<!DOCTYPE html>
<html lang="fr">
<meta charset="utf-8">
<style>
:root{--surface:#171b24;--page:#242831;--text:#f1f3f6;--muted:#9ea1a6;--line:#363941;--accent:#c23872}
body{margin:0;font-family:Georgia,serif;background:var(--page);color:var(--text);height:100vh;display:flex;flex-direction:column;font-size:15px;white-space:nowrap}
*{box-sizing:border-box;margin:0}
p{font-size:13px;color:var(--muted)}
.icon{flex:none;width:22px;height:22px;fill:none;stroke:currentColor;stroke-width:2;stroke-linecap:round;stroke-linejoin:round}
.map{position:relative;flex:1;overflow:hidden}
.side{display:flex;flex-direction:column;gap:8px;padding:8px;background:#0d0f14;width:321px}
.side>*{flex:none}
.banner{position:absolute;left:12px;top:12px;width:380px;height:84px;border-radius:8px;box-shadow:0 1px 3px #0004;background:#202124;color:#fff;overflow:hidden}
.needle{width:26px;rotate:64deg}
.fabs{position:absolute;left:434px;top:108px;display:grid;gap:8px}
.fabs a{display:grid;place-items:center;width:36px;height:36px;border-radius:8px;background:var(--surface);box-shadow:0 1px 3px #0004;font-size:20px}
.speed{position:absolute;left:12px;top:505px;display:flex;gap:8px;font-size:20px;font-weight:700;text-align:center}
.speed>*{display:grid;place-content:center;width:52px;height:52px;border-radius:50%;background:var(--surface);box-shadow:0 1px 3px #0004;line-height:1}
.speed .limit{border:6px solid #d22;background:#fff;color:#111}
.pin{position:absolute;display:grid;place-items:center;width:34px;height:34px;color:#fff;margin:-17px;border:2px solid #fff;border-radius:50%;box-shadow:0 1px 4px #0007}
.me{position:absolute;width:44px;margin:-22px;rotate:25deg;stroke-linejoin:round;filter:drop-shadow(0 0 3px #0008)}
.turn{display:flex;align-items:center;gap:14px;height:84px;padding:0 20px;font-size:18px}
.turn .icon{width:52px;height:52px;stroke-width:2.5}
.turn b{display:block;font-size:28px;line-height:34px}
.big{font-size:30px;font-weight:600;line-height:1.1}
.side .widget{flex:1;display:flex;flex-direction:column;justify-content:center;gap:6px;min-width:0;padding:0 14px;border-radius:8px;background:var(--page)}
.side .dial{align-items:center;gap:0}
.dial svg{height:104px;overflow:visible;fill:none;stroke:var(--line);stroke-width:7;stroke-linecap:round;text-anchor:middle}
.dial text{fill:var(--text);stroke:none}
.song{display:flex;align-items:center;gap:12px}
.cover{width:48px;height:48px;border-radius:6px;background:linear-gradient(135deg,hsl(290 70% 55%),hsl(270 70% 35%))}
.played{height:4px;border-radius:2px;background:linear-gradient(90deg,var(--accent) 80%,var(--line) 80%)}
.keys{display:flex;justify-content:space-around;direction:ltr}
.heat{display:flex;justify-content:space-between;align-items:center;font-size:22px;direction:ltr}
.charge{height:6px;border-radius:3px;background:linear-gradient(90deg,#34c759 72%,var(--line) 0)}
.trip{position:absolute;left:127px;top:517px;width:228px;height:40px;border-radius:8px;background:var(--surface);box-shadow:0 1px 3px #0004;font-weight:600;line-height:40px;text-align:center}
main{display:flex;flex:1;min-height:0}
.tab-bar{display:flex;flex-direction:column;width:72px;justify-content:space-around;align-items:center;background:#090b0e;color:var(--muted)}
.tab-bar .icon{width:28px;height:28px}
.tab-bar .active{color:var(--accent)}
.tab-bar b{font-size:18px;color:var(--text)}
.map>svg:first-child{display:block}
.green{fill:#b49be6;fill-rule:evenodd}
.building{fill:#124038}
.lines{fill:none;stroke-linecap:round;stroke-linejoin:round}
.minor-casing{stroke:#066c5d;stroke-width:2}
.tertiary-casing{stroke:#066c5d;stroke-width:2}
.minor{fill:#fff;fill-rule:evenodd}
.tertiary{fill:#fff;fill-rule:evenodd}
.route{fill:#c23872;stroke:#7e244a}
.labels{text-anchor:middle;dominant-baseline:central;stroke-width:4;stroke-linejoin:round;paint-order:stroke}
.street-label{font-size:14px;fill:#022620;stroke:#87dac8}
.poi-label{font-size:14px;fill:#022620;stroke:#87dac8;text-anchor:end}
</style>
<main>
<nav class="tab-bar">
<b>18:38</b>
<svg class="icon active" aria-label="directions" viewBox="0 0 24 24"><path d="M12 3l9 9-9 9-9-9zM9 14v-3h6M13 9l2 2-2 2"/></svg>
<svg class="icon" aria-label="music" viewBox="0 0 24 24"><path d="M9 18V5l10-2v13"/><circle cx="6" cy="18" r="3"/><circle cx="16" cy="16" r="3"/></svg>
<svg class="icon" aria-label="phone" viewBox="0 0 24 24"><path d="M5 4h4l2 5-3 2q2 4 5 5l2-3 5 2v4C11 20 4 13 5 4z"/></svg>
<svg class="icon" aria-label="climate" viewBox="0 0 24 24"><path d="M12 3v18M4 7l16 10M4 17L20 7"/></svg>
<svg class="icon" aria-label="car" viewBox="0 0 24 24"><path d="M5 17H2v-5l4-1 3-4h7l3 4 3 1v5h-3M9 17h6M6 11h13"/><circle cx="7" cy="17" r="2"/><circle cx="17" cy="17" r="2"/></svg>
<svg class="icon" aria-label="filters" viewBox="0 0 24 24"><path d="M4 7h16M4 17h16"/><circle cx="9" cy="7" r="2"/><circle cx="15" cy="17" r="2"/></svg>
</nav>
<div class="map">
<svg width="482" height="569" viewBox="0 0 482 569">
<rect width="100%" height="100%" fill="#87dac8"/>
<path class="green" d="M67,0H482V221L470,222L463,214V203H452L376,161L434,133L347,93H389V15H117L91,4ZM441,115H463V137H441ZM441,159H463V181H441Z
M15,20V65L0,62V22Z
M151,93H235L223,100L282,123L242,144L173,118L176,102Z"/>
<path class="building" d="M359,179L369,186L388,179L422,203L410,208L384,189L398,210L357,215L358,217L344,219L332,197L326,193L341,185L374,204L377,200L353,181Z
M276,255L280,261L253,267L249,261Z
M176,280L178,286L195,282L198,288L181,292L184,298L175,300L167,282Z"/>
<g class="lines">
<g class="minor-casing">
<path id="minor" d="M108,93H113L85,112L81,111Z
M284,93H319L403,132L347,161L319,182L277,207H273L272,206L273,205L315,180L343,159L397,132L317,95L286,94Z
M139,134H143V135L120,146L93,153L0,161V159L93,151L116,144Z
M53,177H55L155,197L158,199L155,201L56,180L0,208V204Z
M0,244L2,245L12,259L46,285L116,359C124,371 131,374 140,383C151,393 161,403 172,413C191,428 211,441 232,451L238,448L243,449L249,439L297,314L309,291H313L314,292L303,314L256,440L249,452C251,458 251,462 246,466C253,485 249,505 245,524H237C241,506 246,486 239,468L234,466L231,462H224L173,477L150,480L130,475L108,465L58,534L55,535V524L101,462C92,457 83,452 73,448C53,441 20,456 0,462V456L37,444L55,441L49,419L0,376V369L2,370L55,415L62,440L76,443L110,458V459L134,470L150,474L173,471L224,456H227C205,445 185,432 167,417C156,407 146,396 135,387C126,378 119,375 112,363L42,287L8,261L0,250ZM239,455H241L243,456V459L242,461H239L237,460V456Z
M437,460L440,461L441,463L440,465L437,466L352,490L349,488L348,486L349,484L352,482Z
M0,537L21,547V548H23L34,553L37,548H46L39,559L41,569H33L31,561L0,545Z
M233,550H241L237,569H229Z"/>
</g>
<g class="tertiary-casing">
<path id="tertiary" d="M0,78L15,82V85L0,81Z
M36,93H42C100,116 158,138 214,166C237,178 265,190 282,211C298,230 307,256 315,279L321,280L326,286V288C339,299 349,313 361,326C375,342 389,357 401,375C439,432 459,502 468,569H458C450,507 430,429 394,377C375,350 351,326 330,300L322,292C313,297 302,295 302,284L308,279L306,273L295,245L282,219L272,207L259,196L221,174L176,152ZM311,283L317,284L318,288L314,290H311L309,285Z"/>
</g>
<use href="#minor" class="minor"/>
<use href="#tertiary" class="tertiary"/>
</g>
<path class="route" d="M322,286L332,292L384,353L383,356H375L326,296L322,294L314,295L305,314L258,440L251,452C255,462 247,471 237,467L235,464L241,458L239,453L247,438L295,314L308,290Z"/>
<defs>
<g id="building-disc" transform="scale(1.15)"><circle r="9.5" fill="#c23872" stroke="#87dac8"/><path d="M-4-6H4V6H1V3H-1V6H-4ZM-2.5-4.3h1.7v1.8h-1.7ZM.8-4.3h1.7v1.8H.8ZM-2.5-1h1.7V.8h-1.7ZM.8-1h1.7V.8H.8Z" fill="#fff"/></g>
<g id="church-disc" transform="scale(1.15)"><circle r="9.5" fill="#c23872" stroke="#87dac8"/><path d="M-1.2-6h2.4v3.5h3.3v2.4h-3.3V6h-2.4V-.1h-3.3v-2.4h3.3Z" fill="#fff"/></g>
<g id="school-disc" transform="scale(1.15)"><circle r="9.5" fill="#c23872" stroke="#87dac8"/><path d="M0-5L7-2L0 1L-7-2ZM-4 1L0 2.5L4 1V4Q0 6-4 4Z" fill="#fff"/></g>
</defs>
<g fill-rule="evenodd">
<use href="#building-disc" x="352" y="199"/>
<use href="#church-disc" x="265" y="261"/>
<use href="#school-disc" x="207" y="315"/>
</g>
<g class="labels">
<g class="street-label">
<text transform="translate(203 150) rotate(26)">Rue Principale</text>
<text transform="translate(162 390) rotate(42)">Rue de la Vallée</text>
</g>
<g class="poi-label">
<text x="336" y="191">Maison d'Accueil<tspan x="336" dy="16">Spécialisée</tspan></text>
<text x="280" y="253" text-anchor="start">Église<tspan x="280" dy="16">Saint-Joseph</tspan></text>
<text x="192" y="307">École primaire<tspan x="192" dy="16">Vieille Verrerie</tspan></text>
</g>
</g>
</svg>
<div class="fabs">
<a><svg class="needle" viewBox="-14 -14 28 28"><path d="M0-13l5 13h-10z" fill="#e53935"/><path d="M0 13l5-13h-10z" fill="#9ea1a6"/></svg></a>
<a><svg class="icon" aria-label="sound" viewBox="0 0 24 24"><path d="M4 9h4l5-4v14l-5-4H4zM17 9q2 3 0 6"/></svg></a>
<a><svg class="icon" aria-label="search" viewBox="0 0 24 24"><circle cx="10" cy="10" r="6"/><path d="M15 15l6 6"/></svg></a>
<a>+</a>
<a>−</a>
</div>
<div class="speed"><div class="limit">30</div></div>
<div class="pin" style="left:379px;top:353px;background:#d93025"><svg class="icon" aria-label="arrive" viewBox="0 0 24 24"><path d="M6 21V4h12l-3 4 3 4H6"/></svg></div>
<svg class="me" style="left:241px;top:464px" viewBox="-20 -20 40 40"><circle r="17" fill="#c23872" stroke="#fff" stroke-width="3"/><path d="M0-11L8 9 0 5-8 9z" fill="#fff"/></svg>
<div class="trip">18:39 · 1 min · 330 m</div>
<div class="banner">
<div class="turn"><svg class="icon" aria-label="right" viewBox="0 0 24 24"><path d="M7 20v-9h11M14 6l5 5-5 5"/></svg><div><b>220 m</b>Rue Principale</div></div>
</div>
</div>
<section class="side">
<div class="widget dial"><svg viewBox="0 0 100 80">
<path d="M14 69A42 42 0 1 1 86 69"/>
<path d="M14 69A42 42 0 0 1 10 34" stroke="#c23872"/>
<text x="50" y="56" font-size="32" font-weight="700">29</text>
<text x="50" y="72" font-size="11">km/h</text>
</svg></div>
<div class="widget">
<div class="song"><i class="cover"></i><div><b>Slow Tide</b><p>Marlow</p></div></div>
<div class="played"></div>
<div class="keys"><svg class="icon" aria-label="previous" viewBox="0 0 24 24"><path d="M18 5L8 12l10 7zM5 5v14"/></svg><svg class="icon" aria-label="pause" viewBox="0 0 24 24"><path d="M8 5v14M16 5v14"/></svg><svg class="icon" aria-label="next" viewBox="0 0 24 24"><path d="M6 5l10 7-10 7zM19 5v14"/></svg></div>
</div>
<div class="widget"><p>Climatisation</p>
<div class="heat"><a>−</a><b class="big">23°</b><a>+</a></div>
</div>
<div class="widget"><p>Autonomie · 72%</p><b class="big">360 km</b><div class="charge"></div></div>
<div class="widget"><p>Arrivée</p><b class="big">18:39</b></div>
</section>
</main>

## What is needed
This exercise needs every line of the listing that contains the word "href".

## Expected answer
<use href="#minor" class="minor"/>
<use href="#tertiary" class="tertiary"/>
<use href="#building-disc" x="352" y="199"/>
<use href="#church-disc" x="265" y="261"/>
<use href="#school-disc" x="207" y="315"/>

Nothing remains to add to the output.